Jésus continuait de prêcher la venue du royaume de Dieu et il guérissait de nombreuses maladies. Au cours de l'une de ces journées, il s'approcha d'un lépreux. Ces malades étaient condamnés à la marginalité : ils devaient rester éloignés et espérer une quelconque aumône. Ce lépreux, entendant ce que Jésus accomplissait, osa espérer plus et, passant outre les interdictions, y compris celle d'entrer dans un lieu habité, il parvint devant Jésus. Il pensait que ce jeune prophète pouvait l'aider. Allant à l'encontre des coutumes qui obligeaient à tenir les lépreux à distance par crainte de la contagion, Jésus l'accueillit. Dans ce lépreux, nous voyons en réalité chaque malade qui aujourd'hui encore n'a pas l'espoir de guérir et qui est tenu à distance par les hommes par peur de la contagion. Parfois, il ne s'agit pas seulement de personnes, mais de peuples entiers qui sont exclus du développement auquel tous ont droit. Ce lépreux, parvenu devant Jésus, tombe à genoux et implore la guérison : " Si tu le veux, tu peux me purifier ", lui dit-il. Jésus " saisi de compassion ", entendit ce cri et toucha donc de la main ce lépreux qui, selon la loi, devait être intouchable.
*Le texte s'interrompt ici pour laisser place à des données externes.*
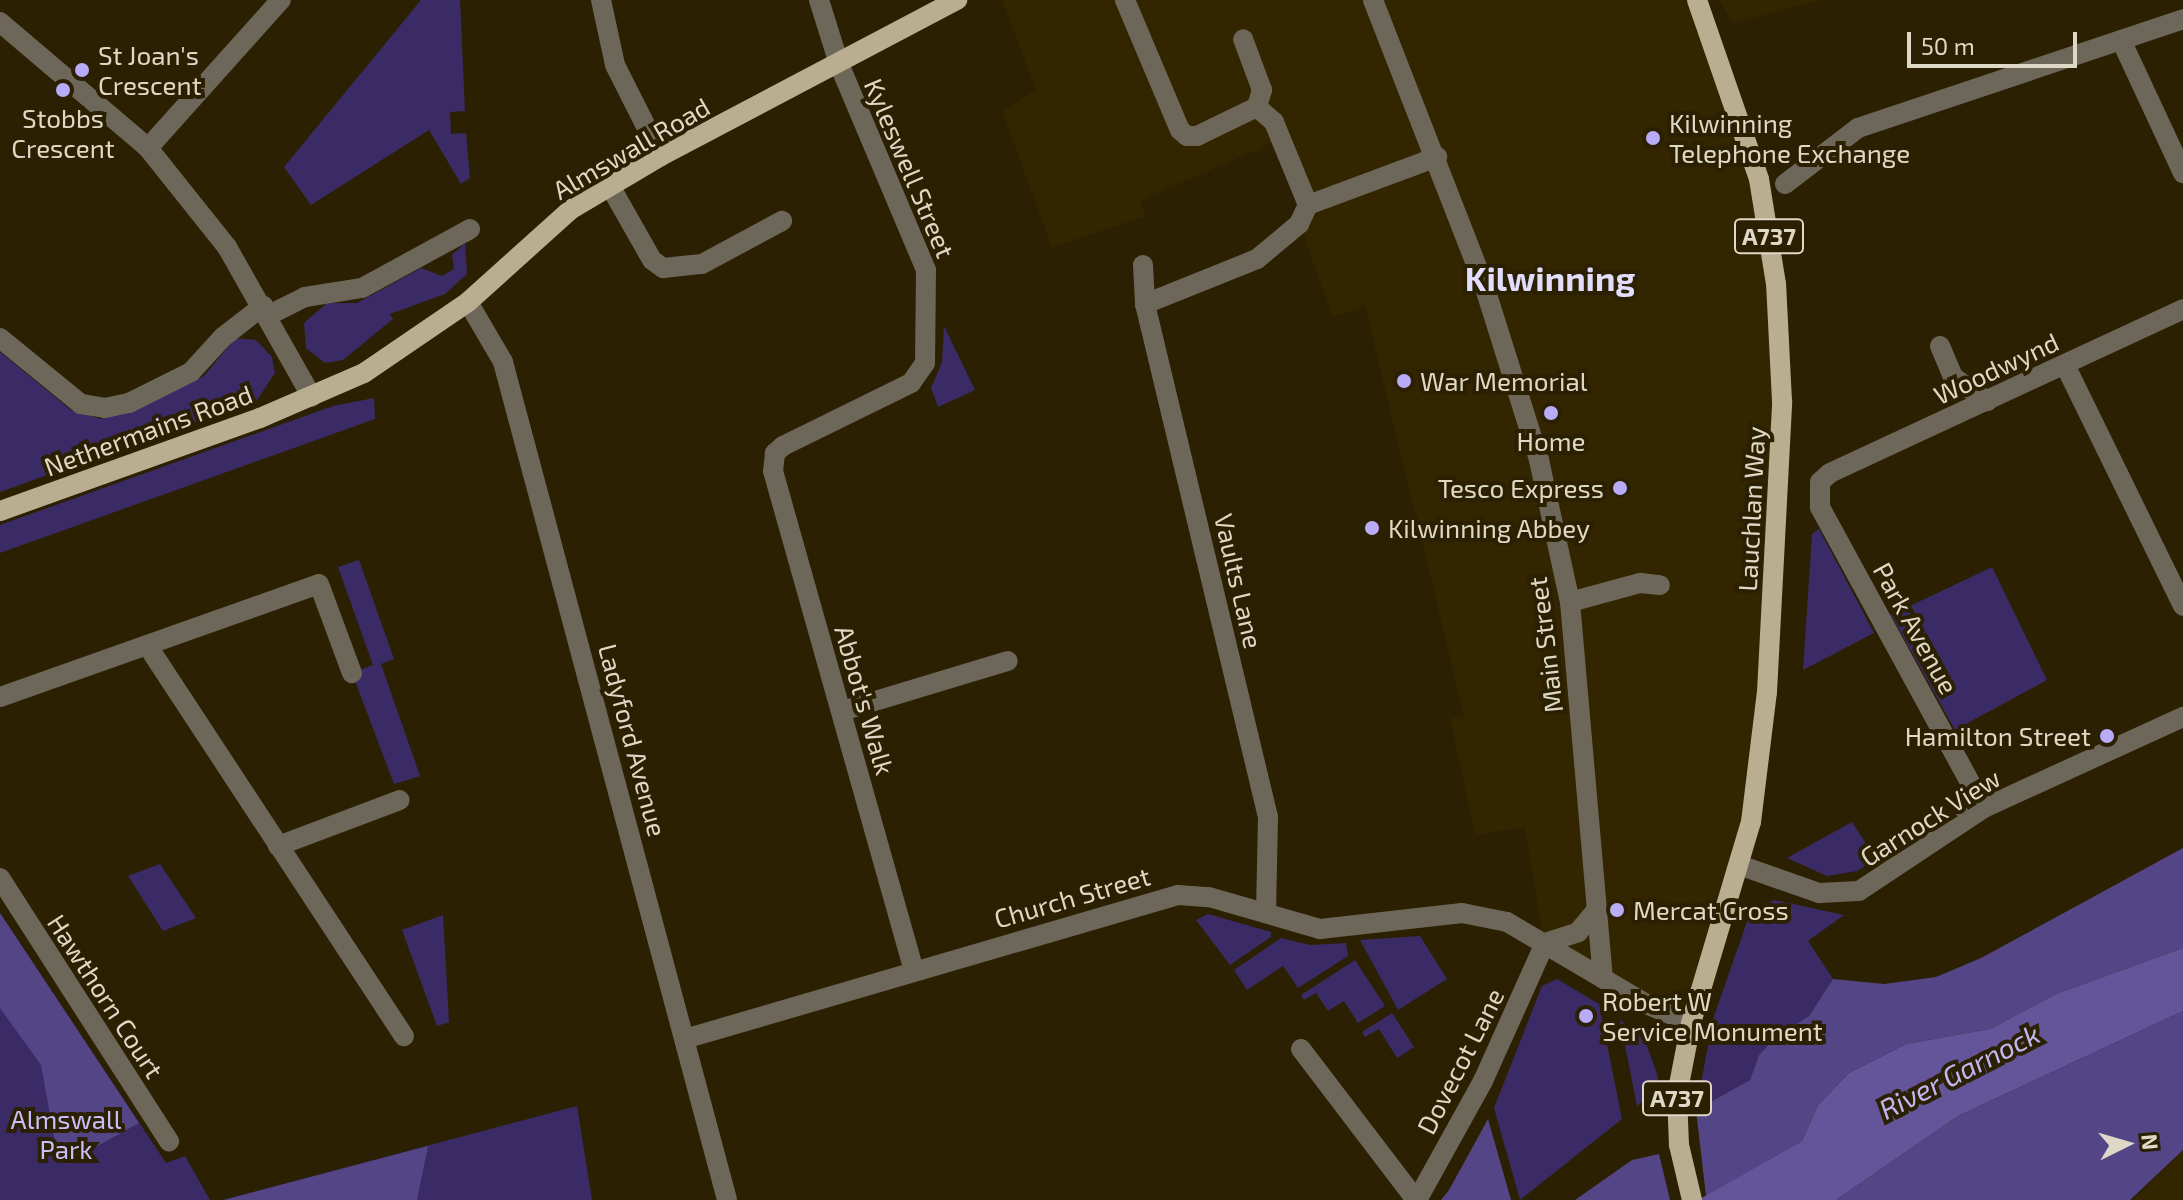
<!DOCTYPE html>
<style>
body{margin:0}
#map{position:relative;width:2183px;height:1200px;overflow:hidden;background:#2c2002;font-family:"Exo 2",sans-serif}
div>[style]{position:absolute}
.built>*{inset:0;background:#332500}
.green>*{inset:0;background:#3a2b67}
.forest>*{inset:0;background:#544587}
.water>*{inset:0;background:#64559a}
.minor>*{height:20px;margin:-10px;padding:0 10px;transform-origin:10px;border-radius:10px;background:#6d675a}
.major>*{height:20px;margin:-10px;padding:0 10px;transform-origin:10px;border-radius:10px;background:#baae91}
.dots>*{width:22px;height:22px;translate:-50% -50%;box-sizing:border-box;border:4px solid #2c2002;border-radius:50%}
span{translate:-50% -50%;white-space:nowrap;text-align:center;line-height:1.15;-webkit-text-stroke:8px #2c2002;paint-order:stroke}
.shield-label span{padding:2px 6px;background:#2c2002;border:2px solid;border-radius:6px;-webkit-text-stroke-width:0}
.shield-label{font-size:24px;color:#dfd8c6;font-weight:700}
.poi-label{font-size:26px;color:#dfd8c6}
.left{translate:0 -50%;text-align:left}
.right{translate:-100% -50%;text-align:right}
.street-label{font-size:26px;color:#dfd8c6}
.park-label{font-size:26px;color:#c9bffa}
.water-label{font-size:28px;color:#c1b7f2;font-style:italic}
.district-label{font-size:34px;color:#e1ddfa;font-weight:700}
.north{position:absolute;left:2087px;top:1104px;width:80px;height:80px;-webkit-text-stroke:6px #2c2002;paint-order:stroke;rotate:85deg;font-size:22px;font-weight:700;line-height:32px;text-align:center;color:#dfd8c6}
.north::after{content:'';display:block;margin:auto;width:28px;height:36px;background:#dfd8c6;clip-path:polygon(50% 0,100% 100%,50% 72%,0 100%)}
.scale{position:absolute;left:1907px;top:32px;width:170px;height:36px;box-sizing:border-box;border:4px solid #dfd8c6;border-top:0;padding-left:10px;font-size:24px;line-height:28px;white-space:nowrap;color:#dfd8c6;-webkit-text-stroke:6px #2c2002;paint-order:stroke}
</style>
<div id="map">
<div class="built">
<i style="clip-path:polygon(1002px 0,1697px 0,1735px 97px,1779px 317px,1757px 781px,1691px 1023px,1536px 938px,1541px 927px,1525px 827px,1475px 835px,1450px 718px,1464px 716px,1365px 306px,1333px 317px,1299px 224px,1307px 205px,1281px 139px,1140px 201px,1145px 216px,1052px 247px,1002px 111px,1036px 90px)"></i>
<i style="clip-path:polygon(1719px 0,1823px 0,1733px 23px)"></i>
<i style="clip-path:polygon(2183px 1150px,2183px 1200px,2130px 1200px,2137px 1196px)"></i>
</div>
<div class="green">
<i style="clip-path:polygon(421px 0,460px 0,465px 111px,450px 112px,451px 134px,466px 133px,470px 178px,461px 184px,429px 130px,311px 205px,284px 167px)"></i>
<i style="clip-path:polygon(465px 243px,467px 274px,445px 294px,390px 314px,393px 319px,343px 360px,325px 363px,306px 348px,304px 323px,327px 303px,357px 303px,421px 268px,442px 276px,454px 269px,452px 255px)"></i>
<i style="clip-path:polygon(944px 326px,975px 390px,938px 407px,931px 388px,942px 362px)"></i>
<i style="clip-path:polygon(235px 338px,256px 340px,272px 357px,275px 373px,257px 400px,0 492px,0 352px,71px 410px,101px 419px,145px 405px,204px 376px)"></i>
<i style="clip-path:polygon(374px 398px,375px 419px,0 553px,0 525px,333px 406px)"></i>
<i style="clip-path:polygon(1819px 529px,1874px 633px,1803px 670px,1812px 534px)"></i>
<i style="clip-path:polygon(359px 560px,394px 659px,381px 664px,420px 776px,394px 784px,352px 673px,373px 665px,338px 567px)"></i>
<i style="clip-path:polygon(1992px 567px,2047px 680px,1955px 730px,1891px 615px)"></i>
<i style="clip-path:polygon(1852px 822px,1876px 859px,1857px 871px,1827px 876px,1787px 858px)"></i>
<i style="clip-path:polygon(160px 864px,196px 918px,163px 931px,128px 876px)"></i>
<i style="clip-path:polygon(1774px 900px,1844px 915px,1808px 941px,1833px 979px,1809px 1016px,1777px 1036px,1759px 1055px,1750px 1080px,1696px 1110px,1713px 1019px,1750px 913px)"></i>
<i style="clip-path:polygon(0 913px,166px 1163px,185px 1156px,210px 1200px,0 1200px)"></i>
<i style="clip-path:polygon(1208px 914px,1271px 932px,1271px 937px,1230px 965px,1196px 920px)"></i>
<i style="clip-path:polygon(443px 915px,449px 1022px,437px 1026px,402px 930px)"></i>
<i style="clip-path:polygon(1420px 936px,1447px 979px,1398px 1010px,1360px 940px)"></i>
<i style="clip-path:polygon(1281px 938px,1310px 945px,1346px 943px,1348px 956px,1298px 988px,1283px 966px,1247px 990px,1234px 970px)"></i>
<i style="clip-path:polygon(1355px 960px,1385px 1006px,1358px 1023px,1344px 1001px,1328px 1011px,1316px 993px,1304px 1000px,1301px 995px)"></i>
<i style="clip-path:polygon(1557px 979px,1599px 1004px,1622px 1119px,1520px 1200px,1494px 1108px,1542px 986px)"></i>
<i style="clip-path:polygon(1392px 1013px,1414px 1047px,1397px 1058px,1379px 1029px,1365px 1037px,1362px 1032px)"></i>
<i style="clip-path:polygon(1620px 1020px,1645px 1040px,1658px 1077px,1658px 1089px,1637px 1106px)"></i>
<i style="clip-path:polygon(577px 1106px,592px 1200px,223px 1200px)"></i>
</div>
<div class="forest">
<i style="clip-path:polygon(2183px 848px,2183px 948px,2056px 994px,1990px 1029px,1906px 1044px,1849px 1073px,1818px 1105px,1802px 1141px,1706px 1196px,1696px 1110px,1750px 1080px,1759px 1055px,1777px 1036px,1809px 1016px,1833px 979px,1884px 984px,1936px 977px,1981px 958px)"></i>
<i style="clip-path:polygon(0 913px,139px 1123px,65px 1164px,56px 1148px,41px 1065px,0 1008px)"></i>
<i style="clip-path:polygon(2183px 1011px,2183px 1150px,2130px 1200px,1836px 1200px,1958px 1116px)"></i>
<i style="clip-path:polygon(1488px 1119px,1511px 1200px,1441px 1200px,1449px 1190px)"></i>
<i style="clip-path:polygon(428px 1146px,417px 1200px,224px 1200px)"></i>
<i style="clip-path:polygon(1659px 1154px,1670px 1200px,1575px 1200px,1632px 1160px)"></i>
</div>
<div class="water">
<i style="clip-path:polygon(2183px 948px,2183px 1011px,1958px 1116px,1836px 1200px,1698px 1200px,1802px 1141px,1818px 1105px,1849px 1073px,1906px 1044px,1990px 1029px,2056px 994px)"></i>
</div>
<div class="minor">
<i style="left:601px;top:0;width:66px;rotate:77.8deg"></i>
<i style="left:615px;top:65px;width:102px;rotate:63.2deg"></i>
<i style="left:819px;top:0;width:67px;rotate:72.6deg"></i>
<i style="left:839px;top:64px;width:224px;rotate:67.1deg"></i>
<i style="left:926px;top:270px;width:93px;rotate:90.6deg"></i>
<i style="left:925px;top:363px;width:24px;rotate:125deg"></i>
<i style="left:911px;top:383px;width:143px;rotate:153.8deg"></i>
<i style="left:783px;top:446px;width:11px;rotate:139deg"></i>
<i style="left:775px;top:453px;width:18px;rotate:96deg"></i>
<i style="left:773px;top:471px;width:520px;rotate:74.25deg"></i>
<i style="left:1125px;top:0;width:141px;rotate:67.1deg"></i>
<i style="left:1180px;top:130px;width:9px;rotate:41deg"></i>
<i style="left:1187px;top:136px;width:10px"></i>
<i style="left:1197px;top:136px;width:67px;rotate:-25.8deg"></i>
<i style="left:1257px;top:107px;width:18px;rotate:-74deg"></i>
<i style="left:1262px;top:90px;width:54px;rotate:-110.4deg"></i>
<i style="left:1373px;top:0;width:303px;rotate:68.7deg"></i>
<i style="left:1483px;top:282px;width:187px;rotate:72.5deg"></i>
<i style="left:1539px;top:460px;width:145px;rotate:77.7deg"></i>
<i style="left:1570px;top:602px;width:378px;rotate:85deg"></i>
<i style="left:0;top:22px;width:194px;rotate:40.4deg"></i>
<i style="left:148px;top:148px;width:127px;rotate:51.4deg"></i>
<i style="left:227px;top:247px;width:172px;rotate:60.5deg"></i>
<i style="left:2121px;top:40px;width:147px;rotate:65deg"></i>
<i style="left:148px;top:148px;width:199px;rotate:-48.1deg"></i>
<i style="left:1785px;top:184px;width:92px;rotate:-37.5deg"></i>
<i style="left:1858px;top:128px;width:343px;rotate:-18.5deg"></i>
<i style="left:610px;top:186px;width:85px;rotate:60.4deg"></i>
<i style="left:652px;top:260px;width:14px;rotate:36deg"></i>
<i style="left:663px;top:268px;width:39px;rotate:-6deg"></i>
<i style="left:702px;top:264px;width:91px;rotate:-28.3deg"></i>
<i style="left:1308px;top:205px;width:138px;rotate:-20.4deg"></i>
<i style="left:1143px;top:265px;width:39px;rotate:87deg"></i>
<i style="left:1145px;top:304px;width:528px;rotate:76.52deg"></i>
<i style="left:1268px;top:817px;width:94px;rotate:91.2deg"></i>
<i style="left:468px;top:302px;width:69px;rotate:59.7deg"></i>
<i style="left:503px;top:362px;width:867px;rotate:75.03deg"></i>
<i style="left:1145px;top:304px;width:121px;rotate:-21.9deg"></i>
<i style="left:1257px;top:259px;width:55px;rotate:-39.8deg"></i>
<i style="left:1299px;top:224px;width:21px;rotate:-65deg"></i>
<i style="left:1308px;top:205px;width:90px;rotate:-112.3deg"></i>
<i style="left:1274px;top:122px;width:23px;rotate:-139deg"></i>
<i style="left:269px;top:315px;width:40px;rotate:-26.6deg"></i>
<i style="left:305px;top:297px;width:58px;rotate:-9deg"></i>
<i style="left:362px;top:288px;width:123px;rotate:-28.6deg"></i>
<i style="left:0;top:338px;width:104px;rotate:39.2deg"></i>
<i style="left:81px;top:404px;width:24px;rotate:9deg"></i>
<i style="left:105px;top:408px;width:25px;rotate:-12deg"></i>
<i style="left:129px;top:403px;width:69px;rotate:-26.6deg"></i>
<i style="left:191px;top:372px;width:47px;rotate:-47.6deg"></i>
<i style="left:223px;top:337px;width:51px;rotate:-37.8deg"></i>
<i style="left:1940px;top:346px;width:34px;rotate:67deg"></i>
<i style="left:1953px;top:377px;width:42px;rotate:35.2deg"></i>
<i style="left:2065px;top:365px;width:268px;rotate:63.9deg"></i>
<i style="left:1570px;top:602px;width:73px;rotate:-15.2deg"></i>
<i style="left:1640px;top:583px;width:20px;rotate:6deg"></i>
<i style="left:147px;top:645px;width:468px;rotate:56.7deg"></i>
<i style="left:0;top:697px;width:338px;rotate:-19.5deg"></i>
<i style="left:319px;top:584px;width:95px;rotate:69.7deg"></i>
<i style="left:842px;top:711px;width:173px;rotate:-16.8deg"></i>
<i style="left:1984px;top:808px;width:343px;rotate:-118.6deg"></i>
<i style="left:1820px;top:507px;width:25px;rotate:-90deg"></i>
<i style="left:1820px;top:482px;width:13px;rotate:-42deg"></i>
<i style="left:1830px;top:473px;width:389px;rotate:-24.9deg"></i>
<i style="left:278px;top:846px;width:130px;rotate:-20.7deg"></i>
<i style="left:1742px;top:866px;width:82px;rotate:19.3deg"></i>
<i style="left:1819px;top:893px;width:40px;rotate:-2.9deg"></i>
<i style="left:1859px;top:891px;width:150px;rotate:-33.6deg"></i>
<i style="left:1984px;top:808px;width:219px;rotate:-24.6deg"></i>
<i style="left:0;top:878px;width:313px;rotate:57.3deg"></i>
<i style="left:1545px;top:943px;width:35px;rotate:-18deg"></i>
<i style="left:1578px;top:932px;width:26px;rotate:-50deg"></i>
<i style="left:688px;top:1038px;width:510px;rotate:-16.27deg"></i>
<i style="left:1178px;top:895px;width:31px;rotate:4deg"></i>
<i style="left:1209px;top:897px;width:116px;rotate:16.1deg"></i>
<i style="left:1320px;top:929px;width:143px;rotate:-6.4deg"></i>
<i style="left:1462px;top:913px;width:46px;rotate:11.3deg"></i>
<i style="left:1507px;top:922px;width:161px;rotate:30.5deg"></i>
<i style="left:1646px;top:1004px;width:49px;rotate:22.9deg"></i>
<i style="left:1301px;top:1049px;width:190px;rotate:52.7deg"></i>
<i style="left:1417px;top:1200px;width:136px;rotate:-61deg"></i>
<i style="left:1483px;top:1081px;width:151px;rotate:-65.8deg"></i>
</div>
<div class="major">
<i style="left:0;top:511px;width:276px;rotate:-19.7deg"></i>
<i style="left:260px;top:418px;width:113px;rotate:-23.4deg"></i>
<i style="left:364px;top:373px;width:126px;rotate:-34.3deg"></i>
<i style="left:468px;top:302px;width:137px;rotate:-42deg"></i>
<i style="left:570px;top:210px;width:106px;rotate:-30.7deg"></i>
<i style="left:661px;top:156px;width:335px;rotate:-27.8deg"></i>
<i style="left:1692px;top:1200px;width:57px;rotate:-103.3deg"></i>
<i style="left:1679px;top:1145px;width:50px;rotate:-92.3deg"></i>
<i style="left:1677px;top:1095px;width:73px;rotate:-79deg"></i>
<i style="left:1691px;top:1023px;width:210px;rotate:-73.4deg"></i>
<i style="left:1751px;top:822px;width:131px;rotate:-83deg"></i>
<i style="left:1767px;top:692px;width:291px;rotate:-87deg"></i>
<i style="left:1782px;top:401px;width:117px;rotate:-92.9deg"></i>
<i style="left:1776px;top:284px;width:106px;rotate:-99.2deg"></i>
<i style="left:1759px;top:179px;width:189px;rotate:-109.1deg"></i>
</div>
<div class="dots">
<i style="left:82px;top:70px;background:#b8abf7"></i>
<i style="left:63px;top:90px;background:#b8abf7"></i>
<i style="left:1653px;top:138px;background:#b8abf7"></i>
<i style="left:1404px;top:381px;background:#b8abf7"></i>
<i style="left:1551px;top:413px;background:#b8abf7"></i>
<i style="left:1620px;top:488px;background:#b8abf7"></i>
<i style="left:1372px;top:528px;background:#b8abf7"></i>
<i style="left:2107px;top:736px;background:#b8abf7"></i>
<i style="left:1617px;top:910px;background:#b8abf7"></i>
<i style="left:1586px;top:1016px;background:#b8abf7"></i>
</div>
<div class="shield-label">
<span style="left:1769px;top:236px">A737</span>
<span style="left:1677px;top:1098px">A737</span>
</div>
<div class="poi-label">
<span class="left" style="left:98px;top:70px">St Joan's<br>Crescent</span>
<span style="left:63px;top:133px">Stobbs<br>Crescent</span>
<span class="left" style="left:1669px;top:138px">Kilwinning<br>Telephone Exchange</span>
<span class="left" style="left:1420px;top:381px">War Memorial</span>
<span style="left:1551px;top:441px">Home</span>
<span class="right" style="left:1604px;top:488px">Tesco Express</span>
<span class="left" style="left:1388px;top:528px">Kilwinning Abbey</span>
<span class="right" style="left:2091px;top:736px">Hamilton Street</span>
<span class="left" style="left:1633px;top:910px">Mercat Cross</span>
<span class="left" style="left:1602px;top:1016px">Robert W<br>Service Monument</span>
</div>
<div class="street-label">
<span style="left:631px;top:148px;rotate:-30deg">Almswall Road</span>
<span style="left:910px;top:168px;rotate:67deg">Kyleswell Street</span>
<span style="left:1996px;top:368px;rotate:-25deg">Woodwynd</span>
<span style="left:148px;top:430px;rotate:-20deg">Nethermains Road</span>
<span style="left:1751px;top:509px;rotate:-87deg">Lauchlan Way</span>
<span style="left:1239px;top:581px;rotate:77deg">Vaults Lane</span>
<span style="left:1916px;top:628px;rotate:61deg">Park Avenue</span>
<span style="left:1545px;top:645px;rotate:-97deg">Main Street</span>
<span style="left:865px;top:700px;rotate:74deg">Abbot's Walk</span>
<span style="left:633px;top:740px;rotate:75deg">Ladyford Avenue</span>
<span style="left:1930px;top:817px;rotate:-32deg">Garnock View</span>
<span style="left:1072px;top:897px;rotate:-16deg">Church Street</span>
<span style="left:106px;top:996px;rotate:57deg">Hawthorn Court</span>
<span style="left:1460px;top:1061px;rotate:-63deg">Dovecot Lane</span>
</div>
<div class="park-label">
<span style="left:66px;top:1134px">Almswall<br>Park</span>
</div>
<div class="water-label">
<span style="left:1959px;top:1071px;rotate:-27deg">River Garnock</span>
</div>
<div class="district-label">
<span style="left:1550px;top:278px">Kilwinning</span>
</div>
<div class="north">N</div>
<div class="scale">50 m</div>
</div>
À nous qui avons longuement fait attention aux sévères règles de distanciation pour éviter la contagion durant la pandémie, cette page évangélique suggère que le fait de " toucher avec la main " marque l'engagement à retrouver, de toutes les manières possibles, le sens des liens, de la proximité, de la chaleur que l'on peut et que l'on doit transmettre pour que l'isolement ne soit pas solitude. Jésus, par ce geste et la guérison qui lui fait suite, redonne dignité au corps plié du lépreux ainsi que le droit d'habiter avec tous sans ne plus être discriminé. L'amour de Jésus envers lui fut vraiment grand. C'est peut-être pour lui éviter d'être poursuivi par les autorités qu'il lui enjoignit de ne rien dire et qu'il l'exhorta seulement à se présenter aux prêtres et à offrir au temple ce qui était prescrit. Cet homme, empli de joie, ne se retint pas de divulguer la nouvelle et fit part de la joie débordante qu'il ressentait à toute personne qu'il rencontrait. Le miracle que Marc a raconté nous demande à tous, aux communautés chrétiennes d'aujourd'hui, d'être attentifs au cri des pauvres, comme Jésus l'était, et d'" opérer " nous aussi, à ses côtés, les miracles qui redonnent la dignité et font grandir la joie des malades et des pauvres.